From Obamacare’s Overreach to IPAB’s Impotence

March/​April 2014 • Policy Report

Back in 2010, when asked to explain the contents of the Patient Protection and Affordable Care Act, then‐​Speaker of the House Nancy Pelosi infamously said, “We have to pass the bill so that you can find out what is in it.” In light of this October’s disastrous rollout, those who dismissed criticisms of the law are now finding out that what is in it has dire consequences for the country’s health care industry.

But there is also a deeper crisis taking place. According to attorneys Christina and Timothy Sandefur, “the act represents a pervasive disrespect for the concept of the rule of law.” They discuss in depth the law’s many expansions of administrative authority, its unpredictable interpretation by the courts, its arbitrary enforcement, and the very means by which Congress chose to pass it.

“In the pursuit of progressive goals, the Obama administration and its congressional allies have done long‐​lasting damage to a constitutional order that was meant to preserve individual liberty by cabining government power along clear, predictable, and democratically accountable lines,” the authors conclude.

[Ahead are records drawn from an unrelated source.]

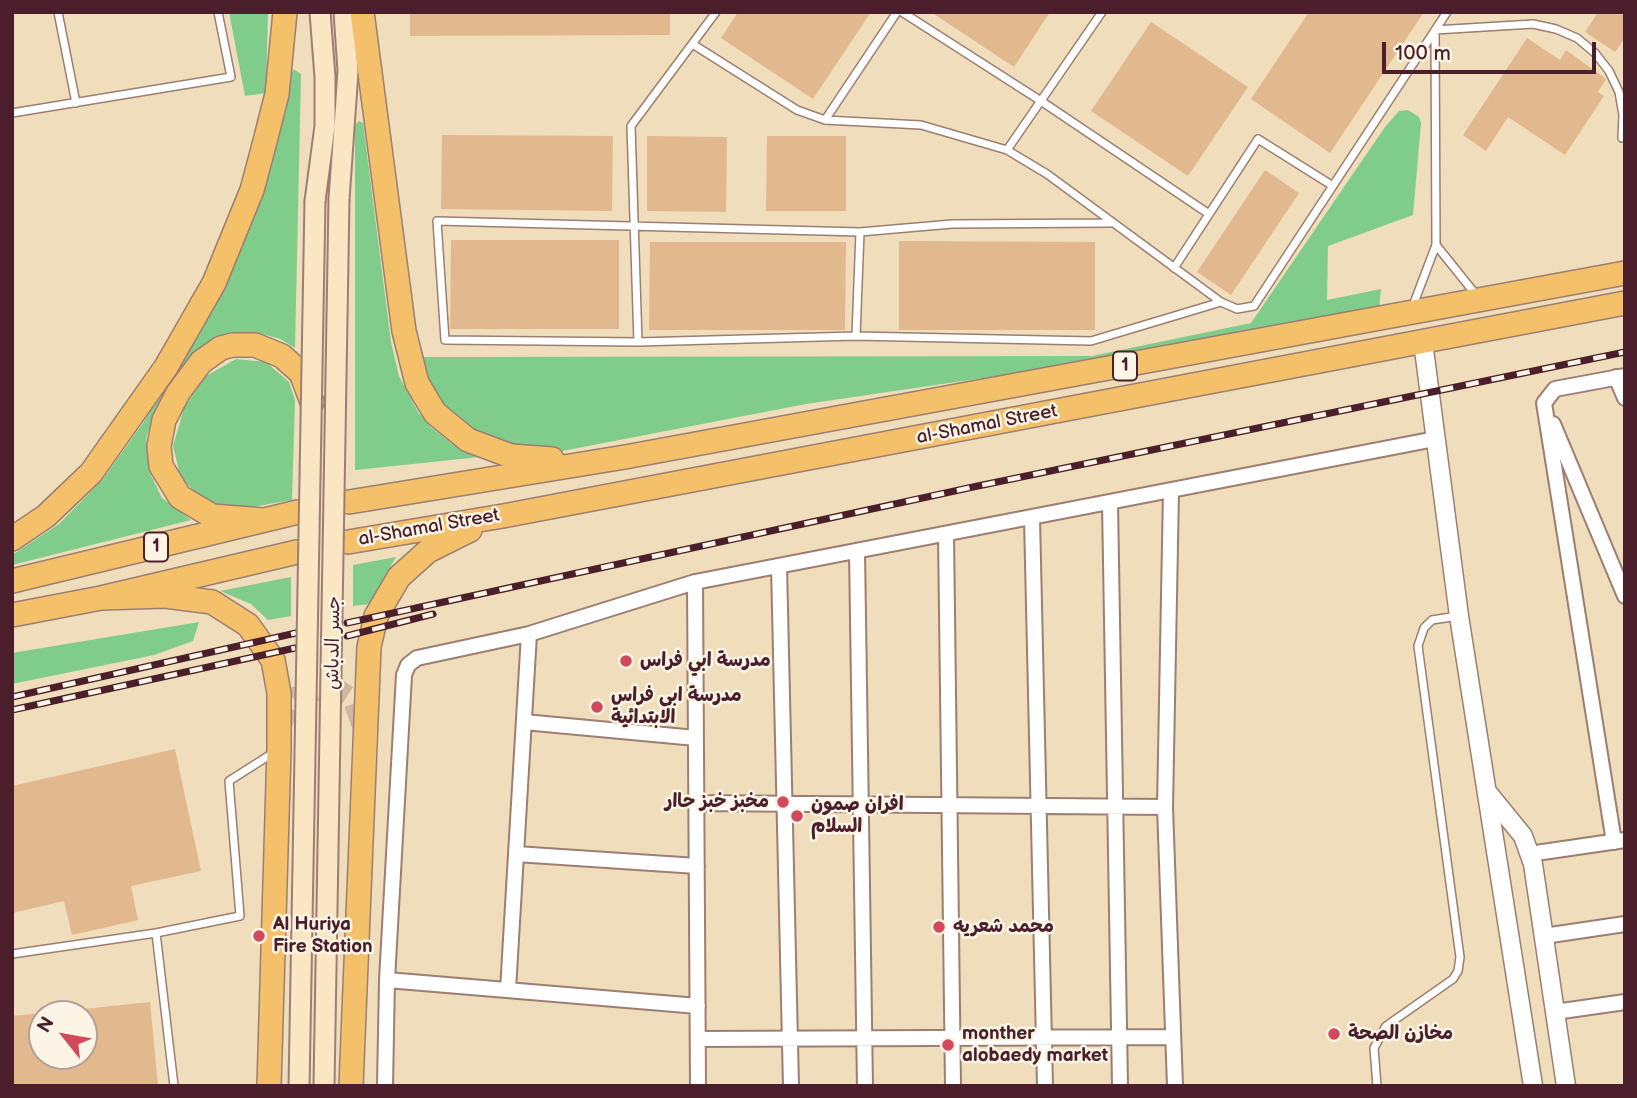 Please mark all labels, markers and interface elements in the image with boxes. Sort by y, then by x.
scale bar [1385,28,1598,72]
text: 100 m [1395,41,1451,66]
road number: 1 [1113,352,1137,380]
street label: al-Shamal Street [915,400,1059,450]
street label: al-Shamal Street [357,504,501,552]
road number: 1 [144,532,168,562]
street label: جسر الدباش [322,596,346,690]
place label: مدرسة ابي فراس [640,650,771,672]
marker: مدرسة ابي فراس [618,653,634,669]
place label: مدرسة ابي فراس الابتدائية [611,685,742,729]
marker: مدرسة ابي فراس الابتدائية [589,699,605,715]
place label: مخبز خبز حاار [665,791,769,813]
marker: مخبز خبز حاار [775,794,791,810]
place label: افران صمون السلام [811,794,904,838]
marker: افران صمون السلام [789,808,805,824]
place label: Al Huriya Fire Station [273,914,373,958]
place label: محمد شعريه [953,916,1054,938]
marker: محمد شعريه [931,919,947,935]
marker: Al Huriya Fire Station [251,928,267,944]
north arrow [28,1000,98,1070]
text: N [33,1013,60,1037]
place label: monther alobaedy market [962,1023,1108,1067]
place label: مخازن الصحة [1348,1023,1453,1045]
marker: مخازن الصحة [1326,1026,1342,1042]
marker: monther alobaedy market [940,1037,956,1053]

While cost‐​benefit analysis (CBA) has become the standard method used by regulatory agencies like the Environmental Protection Agency to evaluate potential regulations, there is a puzzling exception. The country’s financial regulatory agencies do not use it. In exploring this issue, professors Eric A. Posner and E. Glen Weyl find that CBA is no panacea. “But it is hard to deny that the twin requirements of CBA and OIRA [Office of Information and Regulatory Affairs] supervision have improved the performance of agencies compared to the pre‐​1981 status quo,” they write, “and there is every reason to believe that the lesson will hold good for financial regulators as well.”

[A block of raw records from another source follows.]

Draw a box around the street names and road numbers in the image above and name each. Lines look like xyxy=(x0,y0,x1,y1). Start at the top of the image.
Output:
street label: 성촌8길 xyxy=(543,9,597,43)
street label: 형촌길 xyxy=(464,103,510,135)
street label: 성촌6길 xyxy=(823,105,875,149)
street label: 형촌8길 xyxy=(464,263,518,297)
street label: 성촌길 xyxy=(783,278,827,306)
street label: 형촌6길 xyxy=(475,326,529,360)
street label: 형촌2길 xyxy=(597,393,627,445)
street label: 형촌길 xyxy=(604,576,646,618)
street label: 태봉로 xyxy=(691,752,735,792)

What social return should the public sector pursue for government investment — meaning spending that is meant to yield long‐​term benefits? Richard O. Zerbe Jr., a professor of public affairs, relies on economic analysis to argue that policymakers should be mindful of opportunity costs. “When government builds a bridge or invests in early childhood education, it should expect a rate of return at least equal to the yield from alternative uses of money,” he writes — a cost which consists of both reduced consumption and displaced private capital.

California’s Proposition 65, the Safe Drinking Water and Toxic Enforcement Act of 1986, requires the state to publish a list of chemicals known to cause cancer or reproductive harm — a list that now includes well over 800 chemicals — and requires businesses to notify consumers when significant amounts of these chemicals are used. In his article, economist Michael L. Marlow asks whether the benefits of this “carcinogen right to know” law outweigh the costs. He finds that public health has not been demonstrably improved because of the law. “Public health also suffers if Proposition 65 lessens efforts of increasing public awareness of how to reduce exposures to established risk factors for cancer and reproductive harm,” Marlow concludes.

Other contributors include Morgan Ricks on “A Simpler Approach to Financial Reform,” Brent Skorup on “Getting Away from GOSPLAN,” and Thomas A. Firey asking “Is IPAB a Paper Tiger?” As always, the Winter 2013–2014 issue concludes with reviews of books on private schools for the poor, perverse incentives in the financial world, the value of immigration, and much more. It wraps up with editor Peter Van Doren’s survey of recent academic papers, as well as a final word from Marni Soupcoff on the Food and Drug Administration’s regulatory involvement with mobile health apps.